Испытывая чувство неловкости, она решилась рассмотреть странное послание поподробнее. С обратной стороны в центре конверта красовалась причудливая монограмма, которую трудно было расшифровать, но почерк, почерк… Типичный почерк школьницы – четкий и разборчивый, которому недоставало характерных особенностей взрослого человека. Конверт был не запечатан, поэтому Пейдж не смогла побороть искушения, вынула письмо и прочитала:
«Дорогой доктор Грейс. Я хотела поставить вас в известность, что мне стыдно за свое прискорбное поведение в парке, которое могло поставить вас в двусмысленное положение. Просто мне хотелось быть с вами – вот и все. Мне казалось, что я всю жизнь ждала человека, подобного вам, который смог бы оценить меня в том виде, в котором я предстала перед вами.

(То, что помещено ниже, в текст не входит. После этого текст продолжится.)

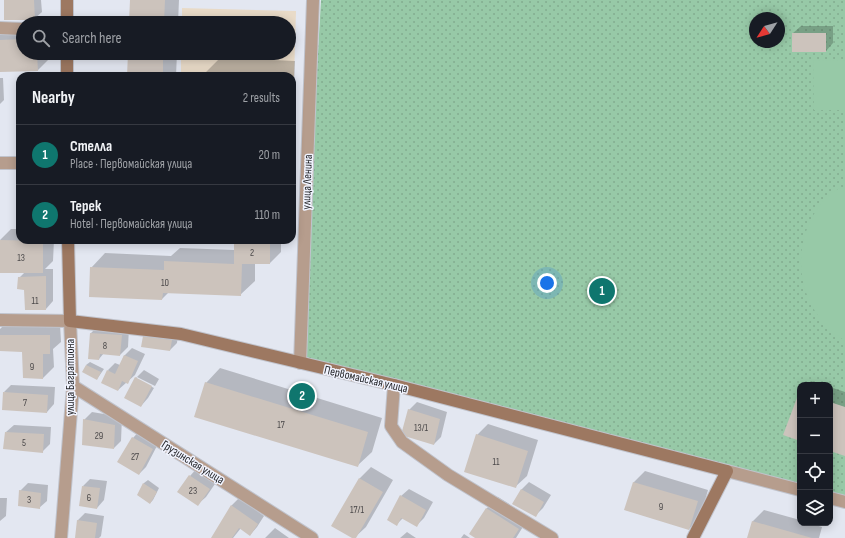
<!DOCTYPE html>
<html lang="en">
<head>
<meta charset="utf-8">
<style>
	:root { --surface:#171b24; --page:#242831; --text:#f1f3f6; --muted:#9ea1a6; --line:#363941; --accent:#0f766e }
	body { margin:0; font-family:"Sofia Sans Condensed",sans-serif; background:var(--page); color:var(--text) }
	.controls { position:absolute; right:12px; bottom:12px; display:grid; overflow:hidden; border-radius:8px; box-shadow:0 2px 10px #0003 }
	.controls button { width:36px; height:36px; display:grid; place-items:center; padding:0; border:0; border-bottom:1px solid var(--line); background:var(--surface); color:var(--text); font:20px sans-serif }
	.compass { position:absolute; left:749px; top:12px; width:36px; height:36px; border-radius:50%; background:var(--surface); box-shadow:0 2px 10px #0003; rotate:234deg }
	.you { position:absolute; left:547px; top:283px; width:14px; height:14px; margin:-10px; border:3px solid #fff; border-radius:50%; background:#1a73e8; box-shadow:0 0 0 6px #1a73e833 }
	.badge { display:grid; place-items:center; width:26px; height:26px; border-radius:50%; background:var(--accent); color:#fff; font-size:13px; font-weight:700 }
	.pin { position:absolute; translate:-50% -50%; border:2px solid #fff; box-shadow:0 1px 4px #0006 }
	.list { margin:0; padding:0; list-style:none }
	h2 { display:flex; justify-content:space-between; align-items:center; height:52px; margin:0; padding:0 16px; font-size:17px }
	h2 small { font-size:13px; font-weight:400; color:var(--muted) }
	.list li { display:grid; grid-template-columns:26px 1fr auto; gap:12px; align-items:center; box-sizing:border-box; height:60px; padding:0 16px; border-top:1px solid var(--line) }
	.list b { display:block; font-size:15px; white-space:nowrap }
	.list p { margin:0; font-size:13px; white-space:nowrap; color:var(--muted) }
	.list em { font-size:13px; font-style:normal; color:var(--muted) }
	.icon { flex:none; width:22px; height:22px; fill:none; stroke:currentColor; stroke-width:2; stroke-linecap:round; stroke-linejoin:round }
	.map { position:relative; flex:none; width:845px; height:538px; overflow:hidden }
	.search { position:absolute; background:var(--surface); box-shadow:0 2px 10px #0003; left:16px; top:16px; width:280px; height:44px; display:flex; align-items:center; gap:10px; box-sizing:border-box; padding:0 14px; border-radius:22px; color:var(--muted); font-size:15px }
	.panel { position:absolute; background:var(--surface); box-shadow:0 2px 10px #0003; left:16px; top:72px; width:280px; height:172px; border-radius:12px }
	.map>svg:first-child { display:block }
</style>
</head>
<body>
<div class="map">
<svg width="845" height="538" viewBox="0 0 845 538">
	<defs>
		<pattern id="grass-dots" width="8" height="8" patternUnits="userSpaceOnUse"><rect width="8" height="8" fill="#97c9a7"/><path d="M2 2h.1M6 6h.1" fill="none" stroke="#82ac8f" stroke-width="1.8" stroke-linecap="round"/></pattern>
	</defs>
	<rect width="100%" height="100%" fill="#e3e7f1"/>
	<path fill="#e9dbc8" d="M182,8L296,11L292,147V76H181V53H289V23H182Z"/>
	<path fill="url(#grass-dots)" fill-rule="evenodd" d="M321,0H845V496L830,493V385H800V487L300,363ZM755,18H779V42H755Z"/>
	<path fill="#97c9a7" d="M845,60V110H814L813,61Z
		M845,186V341C831,331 820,321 812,306C792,269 800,223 829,195C833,191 840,188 845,186Z"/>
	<path fill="#0003" d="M5,0H41L42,12L34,19Z
		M131,0H179L178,23H130Z
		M801,26H833V43L826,51L793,33Z
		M23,29V53H48L49,59L38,70L0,71V30Z
		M129,53H177L176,76H128Z
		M220,58L295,61L292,130V76H205L206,72Z
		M0,78H3L4,100L0,104Z
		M11,229H20V240H54L53,261L45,269H53V301L46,309L25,289L19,278L25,272L0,240Z
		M235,240H281V252L270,263H255V281L240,295L169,292L162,299L91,268L105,253L171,256L180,248L235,250Z
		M5,324H60L61,342L53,349L54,367L43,378L23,351L0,350V329Z
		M98,326L129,328L128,347L120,355L104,353L99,359L89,358L91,333Z
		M151,329L178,333L177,343L170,350L144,336Z
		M132,348L145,354L135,375L118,390L108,370L115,363L120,365L124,356Z
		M90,362L104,369L97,379L86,365Z
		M220,368L382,418L372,452L357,466L206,383Z
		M144,370L159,379L155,386L137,377V379L154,388L148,398L141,406L136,378Z
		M811,381L824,385H807Z
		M11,385L55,387L54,404L47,412L4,392Z
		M830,387L845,392V455L830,450Z
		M417,402L447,412L441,437L434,444L409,410Z
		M92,412L122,417L121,441L114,448L84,420Z
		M488,424L538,440L527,476L515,487L477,435Z
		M14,425L51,427L50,444L42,452L6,432Z
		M140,430L159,442L146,467L139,474L133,438Z
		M371,467L393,480L366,527L354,538L333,526L360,478Z
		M197,468L217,481L206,497L198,504L190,476Z
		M645,471L708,490L700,518L689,529L626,510L634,482Z
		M90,479L107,481L104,500L97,508L83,486Z
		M148,480L159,488L153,500L150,503L138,495L144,483Z
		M529,482L551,495L543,508L535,516L521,490Z
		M28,483L48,485L47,501L39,508L20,491Z
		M409,489L433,502L424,518L417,525L403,518L397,524L401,496Z
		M498,497L529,517L516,538H477L470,534L487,508Z
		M0,498H7L6,516L0,521Z
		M239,498L264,516L257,527L250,535L241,528L233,538H213L232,505Z
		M764,510L800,520V523H809L822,527L819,538H748L753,521Z
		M85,513L104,516L101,536L99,538H76L78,520Z
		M275,528L289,538H265Z
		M407,532L416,538H400Z
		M464,534L470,538H461Z"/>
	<path fill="#ccc3bc" d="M4,0H34L35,20H4Z
		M130,0H165L164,23H129Z
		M792,33H826V52H792Z
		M23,39V53H37L38,71L0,72V40Z
		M128,53H163V76H127Z
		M205,72L280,75V76H204Z
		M17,126H20V157H18Z
		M19,174H20V195H18Z
		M0,240L43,241V273H0Z
		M234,240H270V264H242L241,296L163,293L162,300L89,297L90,267L164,270V261L234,264Z
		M46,276V310H25L24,290L17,289L18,277Z
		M90,333L122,335L120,356L100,354L99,360L88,359Z
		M0,335H50V354H43V379L23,378L22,352L0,351Z
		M143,336L172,340L170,351L141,347Z
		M124,355L138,361L128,384L122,381L118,391L101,383L107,370L115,374Z
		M86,365L101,372L97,380L82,372Z
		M135,377L152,386L141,407L124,398Z
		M205,382L368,432L358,467L194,417Z
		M800,390V441L783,435Z
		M3,392L48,395L47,413L2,410Z
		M830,402L845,407V456L830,451Z
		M408,409L440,419L434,445L401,435Z
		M83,419L115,425L114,449L82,445Z
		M5,432L44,434L43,453L3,449Z
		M476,434L528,451L516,488L464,472Z
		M132,437L153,449L139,475L117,462Z
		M189,475L210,489L198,506L177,492Z
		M359,478L383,492L356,538H352L331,526Z
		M633,482L698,501L689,530L624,510Z
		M143,483L157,492L150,504L137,495Z
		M82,486L100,488L97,509L79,506Z
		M521,489L544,502L536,517L512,504Z
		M19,490L41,493L40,509L18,506Z
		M400,495L426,510L417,527L401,518L397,526L387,520Z
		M231,505L258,524L250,536L239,528L232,538H211Z
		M486,508L519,529L513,538H475L469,534Z
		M77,520L97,523L95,538H75Z
		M752,521L812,538H747Z"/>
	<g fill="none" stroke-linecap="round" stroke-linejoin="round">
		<g stroke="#c0c3cc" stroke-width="14">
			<path id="minor" d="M0,28L23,29
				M0,163H20
				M0,320L70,321L73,386L61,538
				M300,363L313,0
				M394,385L391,426L402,442L448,475L552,538
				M73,386L312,538"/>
		</g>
		<g stroke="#c0c3cc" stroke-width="14">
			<path id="tertiary" d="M727,471L800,490
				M830,498L845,502"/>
		</g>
		<g stroke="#c0c3cc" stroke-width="14">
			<path id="secondary" d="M67,0V23
				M67,76V53
				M68,240L70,321L181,334L394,385L727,471L693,538"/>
		</g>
		<use href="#minor" stroke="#b69d8d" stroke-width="12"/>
		<use href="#tertiary" stroke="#b69d8d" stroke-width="12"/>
		<use href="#secondary" stroke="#9d7861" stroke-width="12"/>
	</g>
	<g text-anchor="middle" stroke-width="3" stroke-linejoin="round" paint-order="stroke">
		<g font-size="10" fill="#4a4849">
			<text x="252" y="256">2</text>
			<text x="21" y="261">13</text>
			<text x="165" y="286">10</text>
			<text x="35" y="304">11</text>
			<text x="105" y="349">8</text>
			<text x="32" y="370">9</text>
			<text x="25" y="406">7</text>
			<text x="281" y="428">17</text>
			<text x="421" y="431">13/1</text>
			<text x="99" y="439">29</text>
			<text x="24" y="446">5</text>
			<text x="135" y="460">27</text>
			<text x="496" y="465">11</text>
			<text x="193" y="494">23</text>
			<text x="89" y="501">6</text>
			<text x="29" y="503">3</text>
			<text x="661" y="510">9</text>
			<text x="357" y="513">17/1</text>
		</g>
		<g font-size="12" fill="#1e1f23" stroke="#f1f4ff">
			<text transform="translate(307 182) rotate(-88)" y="4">улица Ленина</text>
			<text transform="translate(70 377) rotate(-90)" y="4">улица Багратиона</text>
			<text transform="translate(366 379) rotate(13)" y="4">Первомайская улица</text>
			<text transform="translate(193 462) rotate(32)" y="4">Грузинская улица</text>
		</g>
	</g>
</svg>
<div class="controls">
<button>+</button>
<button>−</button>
<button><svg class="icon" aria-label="locate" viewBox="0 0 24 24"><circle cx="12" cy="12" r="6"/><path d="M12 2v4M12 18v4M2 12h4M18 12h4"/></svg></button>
<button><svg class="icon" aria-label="layers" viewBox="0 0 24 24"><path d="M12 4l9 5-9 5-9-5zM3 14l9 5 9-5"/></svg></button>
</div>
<svg class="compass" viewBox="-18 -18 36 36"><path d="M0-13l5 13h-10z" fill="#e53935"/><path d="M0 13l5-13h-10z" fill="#9ea1a6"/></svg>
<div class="you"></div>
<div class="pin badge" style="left:602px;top:291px">1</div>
<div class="pin badge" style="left:302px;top:396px">2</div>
<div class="search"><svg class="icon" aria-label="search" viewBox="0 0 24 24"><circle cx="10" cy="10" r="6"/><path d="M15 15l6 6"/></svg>Search here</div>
<section class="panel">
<h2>Nearby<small>2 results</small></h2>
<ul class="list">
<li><span class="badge">1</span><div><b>Стелла</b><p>Place · Первомайская улица</p></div><em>20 m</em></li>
<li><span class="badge">2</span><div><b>Терек</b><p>Hotel · Первомайская улица</p></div><em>110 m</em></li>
</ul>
</section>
</div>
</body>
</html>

Я уже не та маленькая девочка, какой была, когда в первый раз появилась в Маунт-Корте. Я уже выросла, и вы теперь об этом знаете. Уверена, что фотографии, которые вы сделали, окажутся по-настоящему чудесными».
Пейдж не стала читать дальше. В ярости она бросилась на кухню и положила распечатанное письмо перед Питером.
– Что это такое? – взволнованно спросила она.
Он нахмурился, некоторое время внимательно рассматривал послание, а затем изрек:
– Это? Это письмо от Джули Энджел.
– Нисколько в этом не сомневаюсь. Но что оно значит?
Питер схватился за голову:
– А ты можешь не кричать?
– Ты мне говорил, что у тебя нет никаких проблем! – продолжала кричать Пейдж.
Он ей подмигнул.
– Как видишь, их и в самом деле нет.
– Тогда с какой это стати она посылает тебе надушенные письма в розовых конвертах?
– Потому что у нее слишком развито воображение. Она сама чуть не полезла на меня, заметь, а не наоборот.
А я взял и ушел от нее. А теперь вот она присылает мне письма с извинениями.
– И с благодарностью за те снимки, которые ты сделал. Что это за снимки, Питер?
– Она просила ее сфотографировать, чтобы послать фотографии своей мачехе на день рождения.
– О, пожалуйста, – произнесла Пейдж, закатывая глаза. После всех этих пьяных рыданий, после того, как она помогла ему облегчиться в ванной, вымыть лицо, а потом еще долго поила кофе, она почувствовала себя преданной.
– Именно так, – пробормотал Питер. – По крайней мере, так она мне сказала. Да и фотографии, которые я сделал, совершенно невинного свойства. Как только она расстегнула блузку, я сразу же ушел. Когда я пришел домой, то проявил пленку. – Он держал кофейную чашку обеими руками, но, когда он подносил ее ко рту, видно было, как руки его дрожали.
Пейдж вздохнула.
– Надеюсь, что ты говоришь правду, Питер. Не беспокойся сегодня о пациентах. Если что, я тебя прикрою. Я только хочу совершенно определенно знать: у тебя есть проблемы с молоденькими девушками?
– Можешь спросить Джули, – мрачно пошутил Питер.
– Я тебя спрашиваю. Мне нужно твое ручательство в этом вопросе. Ради всех детей, которых мы здесь осматриваем и лечим, ты должен мне ответить: есть причина, по которой ты больше не можешь работать в детской поликлинике?
Питер поднялся. Он выглядел утомленным, но стоял на ногах твердо.
– Таких причин нет. – Он взглянул в кофейник, который только что опорожнил, и произнес: – Спасибо за все, Пейдж, – и вышел. Пейдж проследила взглядом за его совершенно прямой фигурой, когда он шел по коридору, потом перевела дух и стала наводить порядок в кухне.